# Derive equation of plane through three points

In my book it is given that

Equation of a Plane through three points

Vector form: If $$A,B,C$$ are three points having P.V.'s $$\vec a,\vec b,\vec c$$ respectively, then vector equation of the plane is $$\begin{bmatrix}\vec r&\vec a&\vec b\end{bmatrix}+\begin{bmatrix}\vec r&\vec b&\vec c\end{bmatrix}+\begin{bmatrix}\vec r&\vec c&\vec a\end{bmatrix}=\begin{bmatrix}\vec a&\vec b&\vec c\end{bmatrix}$$

Cartesian form: The equation of the plane through three non-collinear points $$(x_1,y_1,z_1),(x_2,y_2,z_2)$$ and $$(x_3,y_3,z_3)$$ is $$\begin{vmatrix}x-x_1&y-y_1&z-z_1\\x_2-x_1&y_2-y_1&z_2-z_1\\x_3-x_1&y_3-y_1&z_3-z_1\end{vmatrix}=0$$

How have they written the equation of the plane? Can anyone derive it?

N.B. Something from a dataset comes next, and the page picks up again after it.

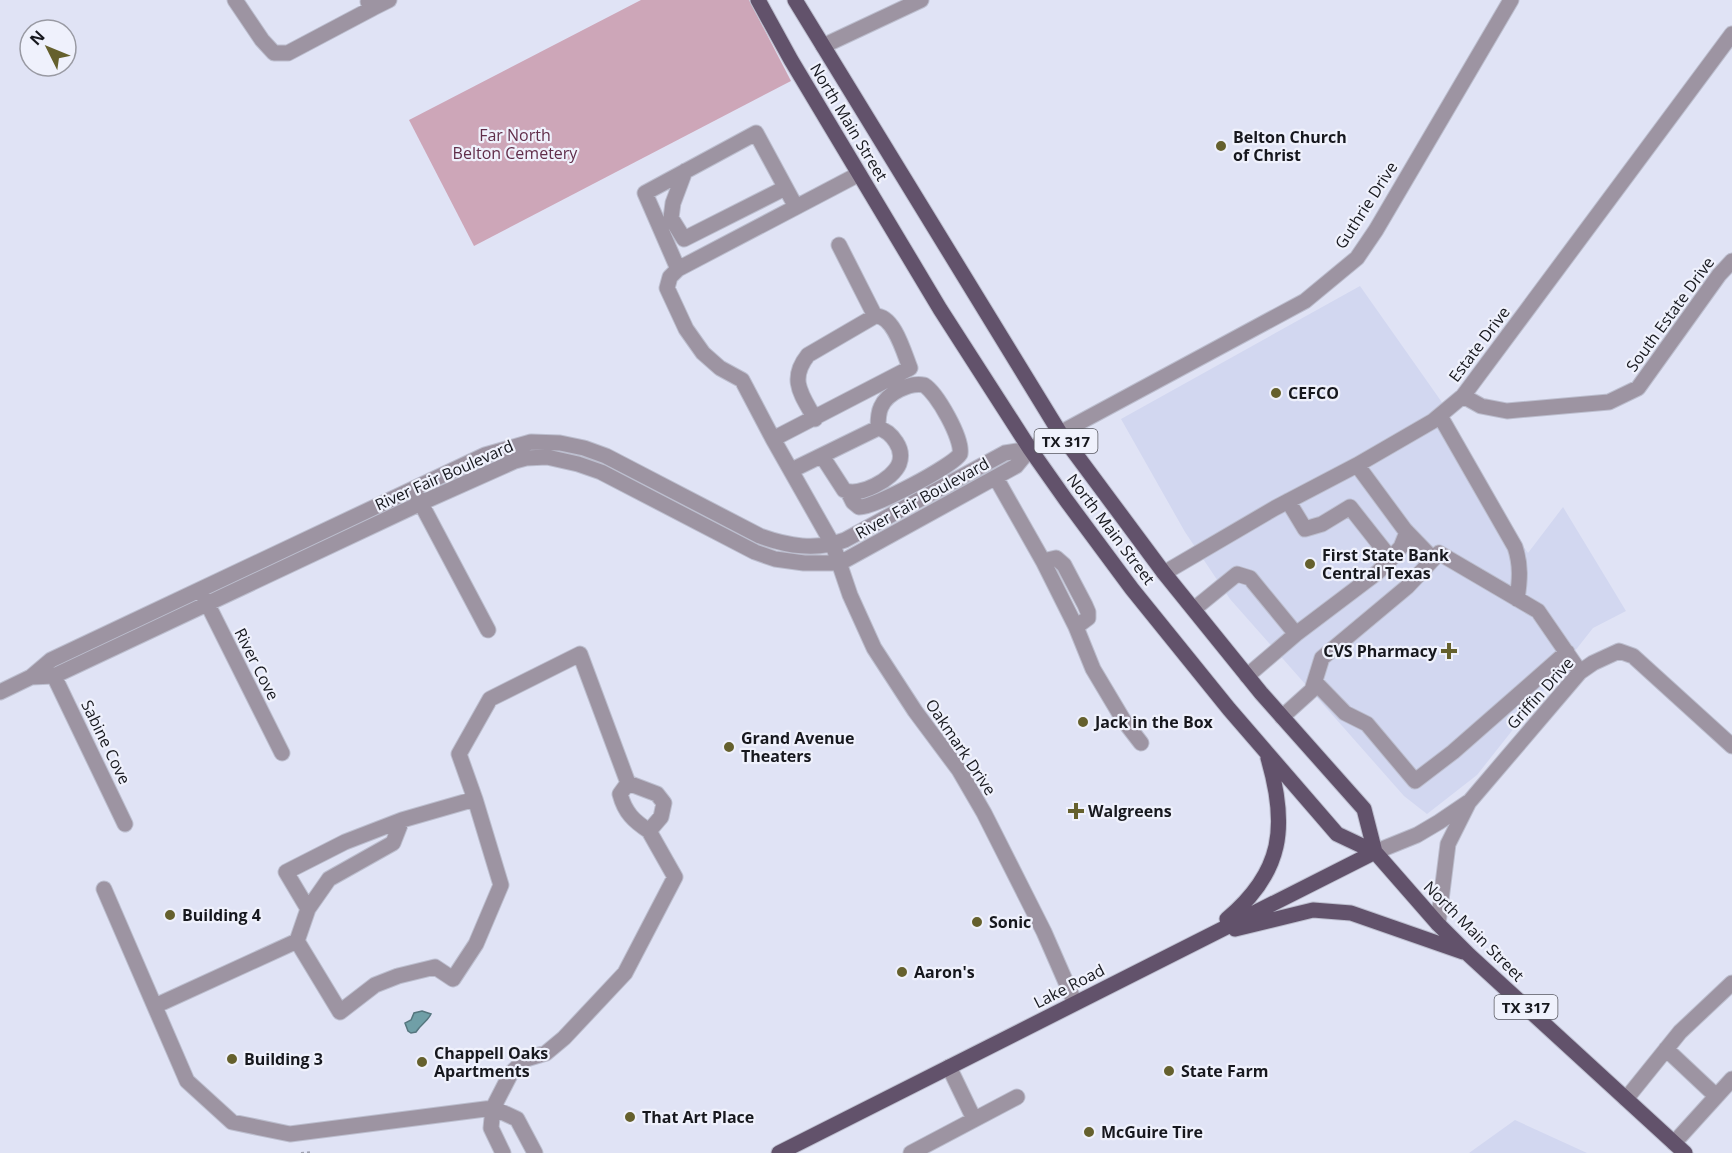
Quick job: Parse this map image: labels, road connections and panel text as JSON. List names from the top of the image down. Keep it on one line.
{"streets":{"main road":["North Main Street","TX 317","Lake Road"],"street":["Guthrie Drive","South Estate Drive","Estate Drive","River Fair Boulevard","River Cove","Griffin Drive","Sabine Cove","Oakmark Drive"]},"crossings":[["North Main Street","Guthrie Drive"],["North Main Street","Estate Drive"],["North Main Street","River Fair Boulevard"],["North Main Street","Griffin Drive"],["North Main Street","Lake Road"],["Guthrie Drive","River Fair Boulevard"],["South Estate Drive","Estate Drive"],["River Fair Boulevard","River Cove"],["River Fair Boulevard","Sabine Cove"],["River Fair Boulevard","Oakmark Drive"],["Griffin Drive","Lake Road"],["Oakmark Drive","Lake Road"]],"parks":["Far North Belton Cemetery"],"places":{"other":["Belton Church of Christ","CEFCO","First State Bank Central Texas","Jack in the Box","Grand Avenue Theaters","Building 4","Sonic","Aaron's","Building 3","Chappell Oaks Apartments","State Farm","That Art Place","McGuire Tire"],"health":["CVS Pharmacy","Walgreens"]},"north":"top left"}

• What does the notation $[\vec{r} \vec{a} \vec{b}]$ mean? Dec 8 '16 at 13:02
• @snulty it is scalar triple product Dec 8 '16 at 13:28
• oh right like $[\vec{a}\vec{b}\vec{c}]=\vec{a}\cdot\vec{b}\times\vec{c}$ Dec 8 '16 at 13:35

That vector equation is the expanded form of $$[(\vec b-\vec a)\times(\vec c -\vec a)]\cdot(\vec r-\vec a)=0.$$ This is the equation of the plane through $ABC$, because $(\vec b-\vec a)\times(\vec c -\vec a)$ is a vector normal to the plane.